_WHAT YOU HAVE TO DO_. Go through the entries below and tally the lines holding "block"; please reply with the number only.

Saved data entries:
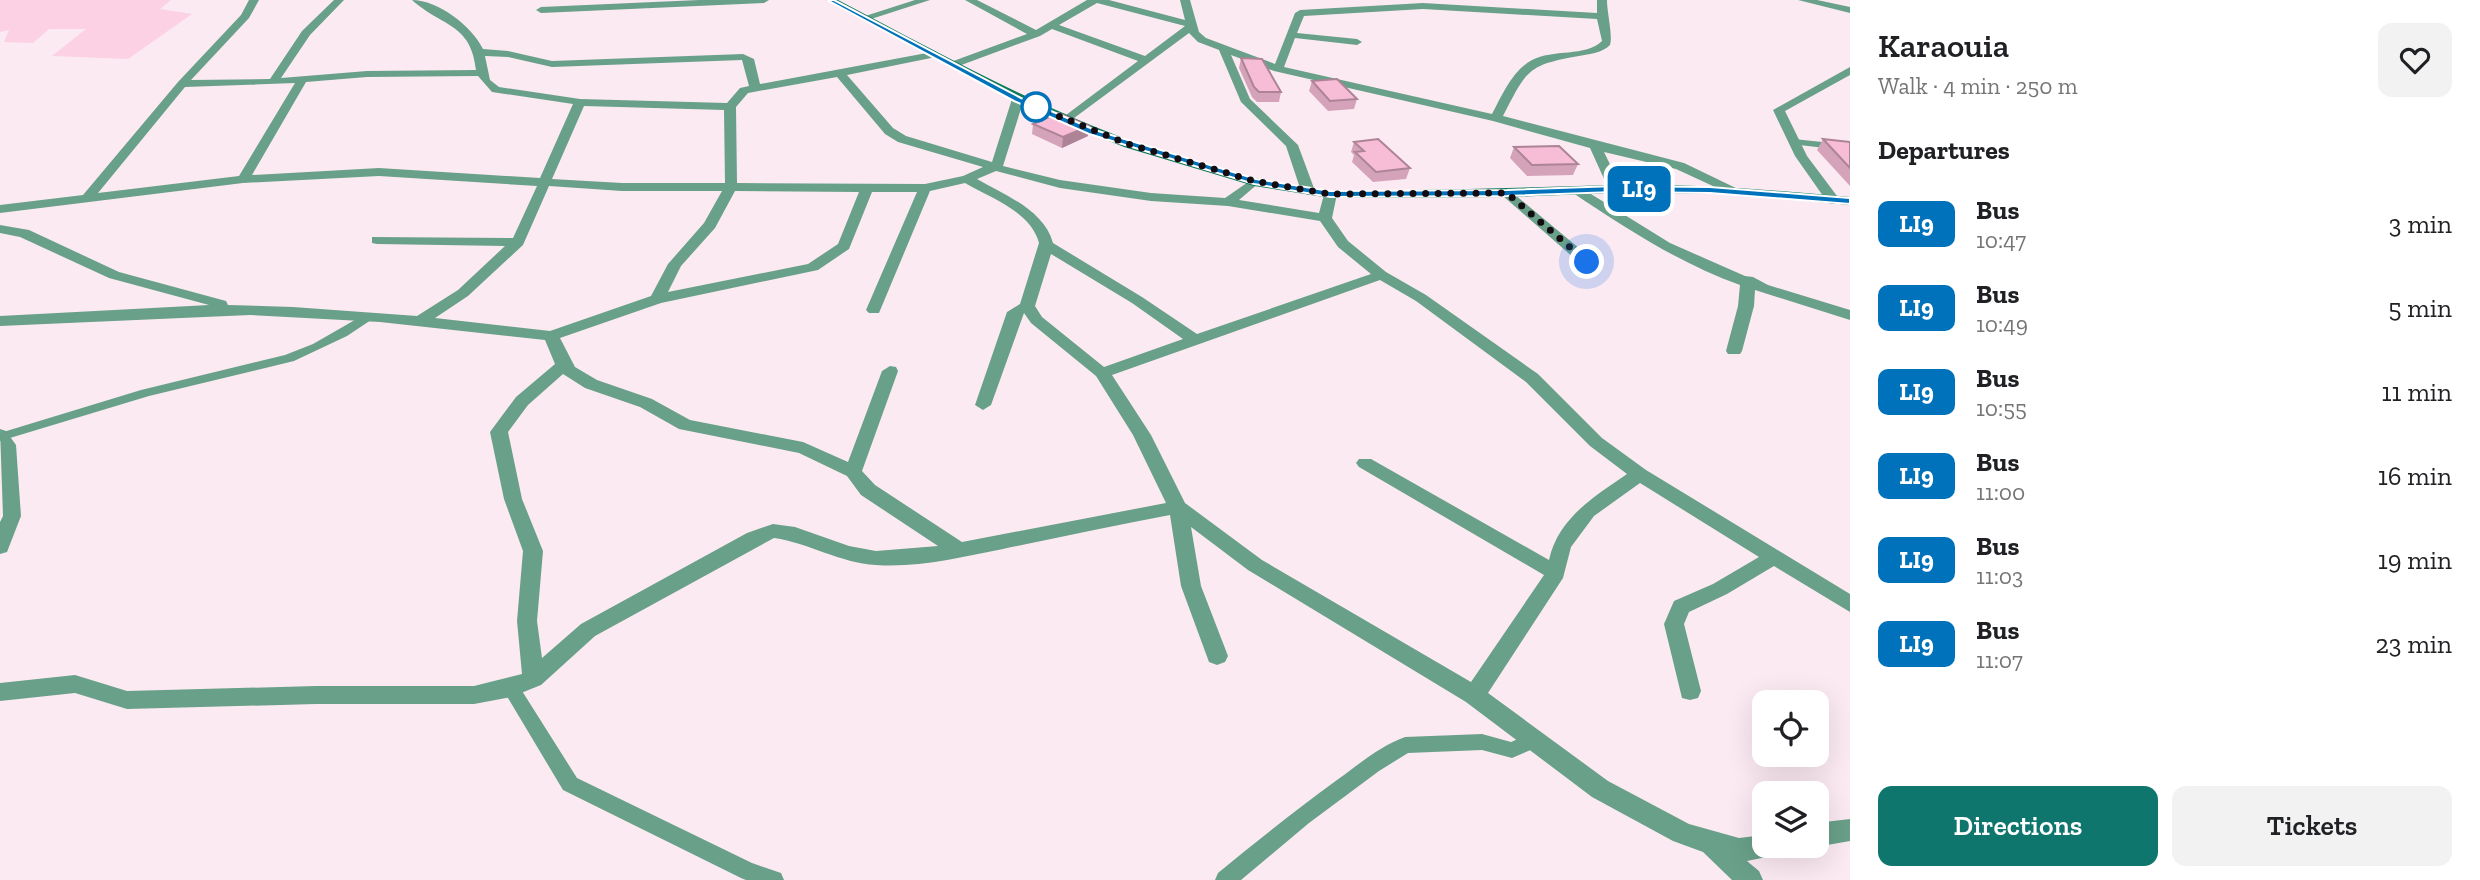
<!DOCTYPE html>
<meta charset="utf-8">
<style>
body{margin:0;font-family:"Zilla Slab",serif;background:#f2f2f2;color:#202124;height:100vh;display:flex;flex-direction:column;font-size:26px;white-space:nowrap}
*{box-sizing:border-box;margin:0}
p{font-size:23px;color:#757577}
.icon{flex:none;width:38px;height:38px;fill:none;stroke:currentColor;stroke-width:2;stroke-linecap:round;stroke-linejoin:round}
.map{position:relative;flex:1;overflow:hidden}
.sheet{display:flex;flex-direction:column;background:#fff;width:630px}
.sheet>*{flex:none}
.badge{padding:0 14px;border-radius:10px;font-size:24px;line-height:46px}
.controls{position:absolute;left:1752px;top:690px;display:grid;gap:14px}
.controls a{display:grid;place-items:center;width:77px;height:77px;border-radius:14px;background:#fff;box-shadow:0 7px 28px #0002;font-size:35px}
.you{position:absolute;width:35px;height:35px;margin:-18px;border:5px solid #fff;border-radius:50%;background:#1a73e8;box-shadow:0 0 0 10px #1a73e833}
.map>.badge{position:absolute;translate:-50% -50%;box-shadow:0 0 0 4px #fff}
h2{padding:0 28px;font-size:26px;line-height:63px}
.round{display:grid;place-items:center;flex:none;width:74px;height:74px;border-radius:14px;background:#f2f2f2}
.overview{display:flex;align-items:center;justify-content:space-between;height:119px;padding:0 28px}
h1{font-size:33px;font-weight:600;line-height:52px}
.primary-button{display:flex;gap:14px;margin-top:auto;padding:14px 28px}
.primary-button a{flex:1;height:80px;border-radius:14px;background:#0f766e;color:#fff;font-size:28px;font-weight:600;line-height:80px;text-align:center}
.primary-button a+a{background:#f2f2f2;color:#202124}
ul{padding:0;list-style:none}
li{display:flex;align-items:center;gap:21px;height:84px;padding:0 28px}
li div{flex:1}
li b{display:block;font-size:26px}
li em{font-style:normal}
li .badge{min-width:77px;font-weight:700;text-align:center}
main{display:flex;flex:1;min-height:0}
.map>svg:first-child{display:block}
</style>
<main>
<div class="map">
<svg width="1850" height="880" viewBox="0 0 1850 880">
<rect width="100%" height="100%" fill="#fceaf2"/>
<path fill="#fbd1e3" d="M0,0H171L160,9L192,14L128,59L52,56L86,29H49L33,43L4,42L9,30L0,32Z"/>
<g fill="none" stroke-linecap="round" stroke-linejoin="round">
<path fill="#69a089" fill-rule="evenodd" d="M1794,139L1850,145V151L1791,144V140Z
M367,313L373,317L371,320L347,336L294,361L149,396L0,441V433L141,390L285,355L313,344Z
M511,681L517,683L577,778L752,863L781,873L784,880H746L741,878L563,790L502,688L505,683Z
M1534,732L1540,734L1543,740L1540,746L1512,758L1482,750L1408,753L1379,771L1309,823L1241,880H1215L1218,873C1257,841 1296,810 1337,780C1358,765 1380,746 1405,737L1482,734L1511,742Z"/>
<path fill="#69a089" fill-rule="evenodd" d="M249,0H259L249,18L191,80L270,79L302,31L334,0H344L310,35L281,78L367,71L476,70C471,23 442,27 412,0C438,0 472,26 483,49L508,51L552,61L743,54L754,59L760,84L932,52L936,53V57L847,75L893,128L906,136L992,162L1012,99L1018,96L1024,99L1003,166L1060,180L1151,193L1225,198L1254,178L1260,182L1239,200L1319,213L1325,191H1335L1337,194L1332,218L1348,241L1386,272L1426,295L1538,374L1602,438L1646,470L1850,594V612L1774,566L1727,594L1689,612L1684,624L1701,691L1698,698L1690,700L1682,698L1664,624L1674,601L1713,584L1759,557L1640,483L1594,516L1571,547L1563,578L1488,693L1608,781L1689,824L1739,838L1764,835V845H1789L1786,853L1747,861L1759,871L1763,880H1732L1703,852L1673,841L1592,797L1466,702L1248,570L1191,527L1201,586L1228,656L1225,662L1217,665L1209,662L1181,586L1170,515C1114,526 1059,537 1003,549C962,557 918,568 876,565C840,563 809,543 774,538L595,636L541,685L511,697L474,704H316L127,709L75,693L0,701V683L75,675L127,691L316,686H474L522,674L517,621L523,551L504,499L490,432L516,397L555,364L545,340L380,322L250,315L0,326V316L209,305L109,278L20,237L0,233V225L29,230L119,272L226,301L228,305L293,307L417,316L458,290L505,246L377,244L372,243V237L513,238L537,186L379,176L243,183L0,213V205L83,195L178,82L241,15ZM485,56L508,57L552,67L742,60L749,86L740,88L727,103L580,99L499,87L490,80ZM478,76L492,92L573,104L540,178L379,168L252,175L306,82L367,77ZM837,77L885,134L898,142L983,167L963,176L925,184L737,183L736,107L748,93ZM295,83L239,176L98,193L185,87ZM584,106L724,110L725,183H622L552,179ZM996,171L1060,188L1151,201L1228,206L1320,221L1338,247L1371,274L1197,334L1142,297L1053,243C1044,210 1005,195 977,179ZM965,183C991,198 1031,212 1039,243L1020,304L1007,312L975,405L983,410L991,405L1024,313L1031,323L1096,376L1133,435L1166,503L962,542L875,485L862,471L898,371L896,367L890,366L882,371L848,462L803,442L690,420L652,399L597,380L575,367L560,338L661,303L818,270L849,249L872,192H917L866,310L869,313H879L930,191ZM549,186L622,191H722L704,223L668,264L651,296L550,331L435,318L468,296L523,245ZM735,191L859,192L838,244L808,264L668,292L681,266L715,228ZM1051,254L1132,303L1183,339L1104,367L1042,317L1035,306ZM1380,280L1416,301L1526,382L1590,446L1627,474C1595,496 1558,518 1549,560L1371,459H1359L1356,463L1359,467L1544,575L1471,682L1262,560L1185,503L1151,435L1112,375ZM563,374L585,388L640,407L679,429L799,453L847,476L861,495L938,546L876,551L849,546L795,527L773,524L747,533L581,624L542,658L537,621L543,551L522,499L508,432L528,405Z
M699,0H769L764,3L541,13L536,10L541,7Z
M915,0H930L868,20L859,18Z
M965,0H977L1036,30L1087,0H1109L1185,20L1180,0H1190L1199,32L1206,38L1275,64L1295,13L1300,10L1423,3L1597,13V0H1607C1607,13 1613,36 1610,45C1602,53 1590,54 1579,56C1527,65 1527,70 1503,116L1684,163L1740,190L1733,194L1728,193L1676,169L1604,152L1622,189L1620,192H1610L1590,148L1493,121L1274,71L1231,55L1250,99L1298,145L1315,191L1308,195L1301,191L1286,146L1241,102L1219,50L1198,42L1189,33L1066,124L1060,120L1062,118L1138,61L1052,29L1040,36L956,67H948V63L1027,34ZM1097,3L1185,26L1145,56L1059,25ZM1423,9L1597,19L1602,41C1586,57 1552,49 1532,60C1513,70 1502,95 1492,114L1284,67L1295,38L1357,45L1362,42L1357,39L1297,33L1304,16Z
M1798,0H1817L1850,7V13Z
M1850,67V75L1785,111L1807,156L1840,200L1833,204L1828,203L1795,156L1773,110Z
M1578,186L1670,243L1745,276L1753,277L1768,285L1850,310V320L1755,290L1754,306L1742,351L1740,354H1728L1726,351L1738,306L1740,285C1679,263 1627,229 1573,193L1571,190Z
M1508,189L1592,259V265H1582L1503,196V190Z
M0,429L6,431L16,445L21,516L7,552L0,554V522L3,516Z
M1850,819V841L1816,847L1813,845H1816V823Z"/>
<path fill="#0c7959" fill-rule="evenodd" d="M826,0H838C994,82 1150,170 1328,190C1355,193 1384,190 1412,190C1479,189 1546,187 1613,185C1692,183 1771,190 1850,197V205L1733,194L1615,193L1508,197L1330,198L1254,186L1124,147L1062,122L1014,101Z"/>
</g>
<path fill="#d4a3b9" d="M1241,58L1281,92L1279,102H1257L1252,97L1239,68Z
M1312,81L1357,99L1354,109L1328,111L1309,91Z
M1033,124L1089,126L1088,136L1062,148L1032,134Z
M1823,139L1850,142V186L1817,150Z
M1354,142L1410,168L1406,179L1373,182L1352,162L1354,155L1351,152Z
M1514,147L1578,164L1573,175L1527,176L1510,158Z"/>
<path fill="#ad8496" d="M1089,126L1088,136L1062,148L1063,137Z"/>
<path fill="#f7bdd7" stroke="#ad8496" stroke-width="2" d="M1241,58L1262,59L1281,92H1259L1254,87Z
M1337,79L1357,99L1330,101L1312,81Z
M1058,113L1089,126L1063,137L1033,124Z
M1378,139L1410,168L1376,172L1355,152L1364,151L1354,142Z
M1823,139L1850,142V168Z
M1559,146L1578,164L1532,165L1514,147Z"/>
<path fill="#0072bc" stroke="#fff" stroke-width="2" d="M827,0H834L1021,98L1095,130L1256,179L1330,191L1507,190L1615,186L1710,187L1850,198V204L1710,193L1615,192L1507,196L1330,197L1254,184L1089,134L1014,101Z"/>
<g fill="none" stroke-linecap="round" stroke-linejoin="round">
<path stroke="#140c10" stroke-width="7" stroke-dasharray="0 12.6" d="M1036,107L1128,144L1254,181L1330,194L1507,193L1587,262"/>
</g>
<circle fill="#fff" stroke="#0072bc" stroke-width="3.5" cx="1036" cy="107" r="14"/>
</svg>
<div class="controls">
<a><svg class="icon" aria-label="locate" viewBox="0 0 24 24"><circle cx="12" cy="12" r="6"/><path d="M12 2v4M12 18v4M2 12h4M18 12h4"/></svg></a>
<a><svg class="icon" aria-label="layers" viewBox="0 0 24 24"><path d="M12 4l9 5-9 5-9-5zM3 14l9 5 9-5"/></svg></a>
</div>
<div class="you" style="left:1587px;top:262px"></div>
<b class="badge" style="left:1639px;top:189px;background:#0072bc;color:#fff">LI9</b>
</div>
<section class="sheet">
<div class="overview"><div><h1>Karaouia</h1><p>Walk · 4 min · 250 m</p></div><a class="round"><svg class="icon" aria-label="heart" viewBox="0 0 24 24"><path d="M12 20l-8-8c-3-5 5-10 8-4 3-6 11-1 8 4z"/></svg></a></div>
<h2>Departures</h2>
<ul>
<li><span class="badge" style="background:#0072bc;color:#fff">LI9</span><div><b>Bus</b><p>10:47</p></div><em>3 min</em></li>
<li><span class="badge" style="background:#0072bc;color:#fff">LI9</span><div><b>Bus</b><p>10:49</p></div><em>5 min</em></li>
<li><span class="badge" style="background:#0072bc;color:#fff">LI9</span><div><b>Bus</b><p>10:55</p></div><em>11 min</em></li>
<li><span class="badge" style="background:#0072bc;color:#fff">LI9</span><div><b>Bus</b><p>11:00</p></div><em>16 min</em></li>
<li><span class="badge" style="background:#0072bc;color:#fff">LI9</span><div><b>Bus</b><p>11:03</p></div><em>19 min</em></li>
<li><span class="badge" style="background:#0072bc;color:#fff">LI9</span><div><b>Bus</b><p>11:07</p></div><em>23 min</em></li>
</ul>
<div class="primary-button"><a>Directions</a><a>Tickets</a></div>
</section>
</main>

_ANSWER SPACE_. 2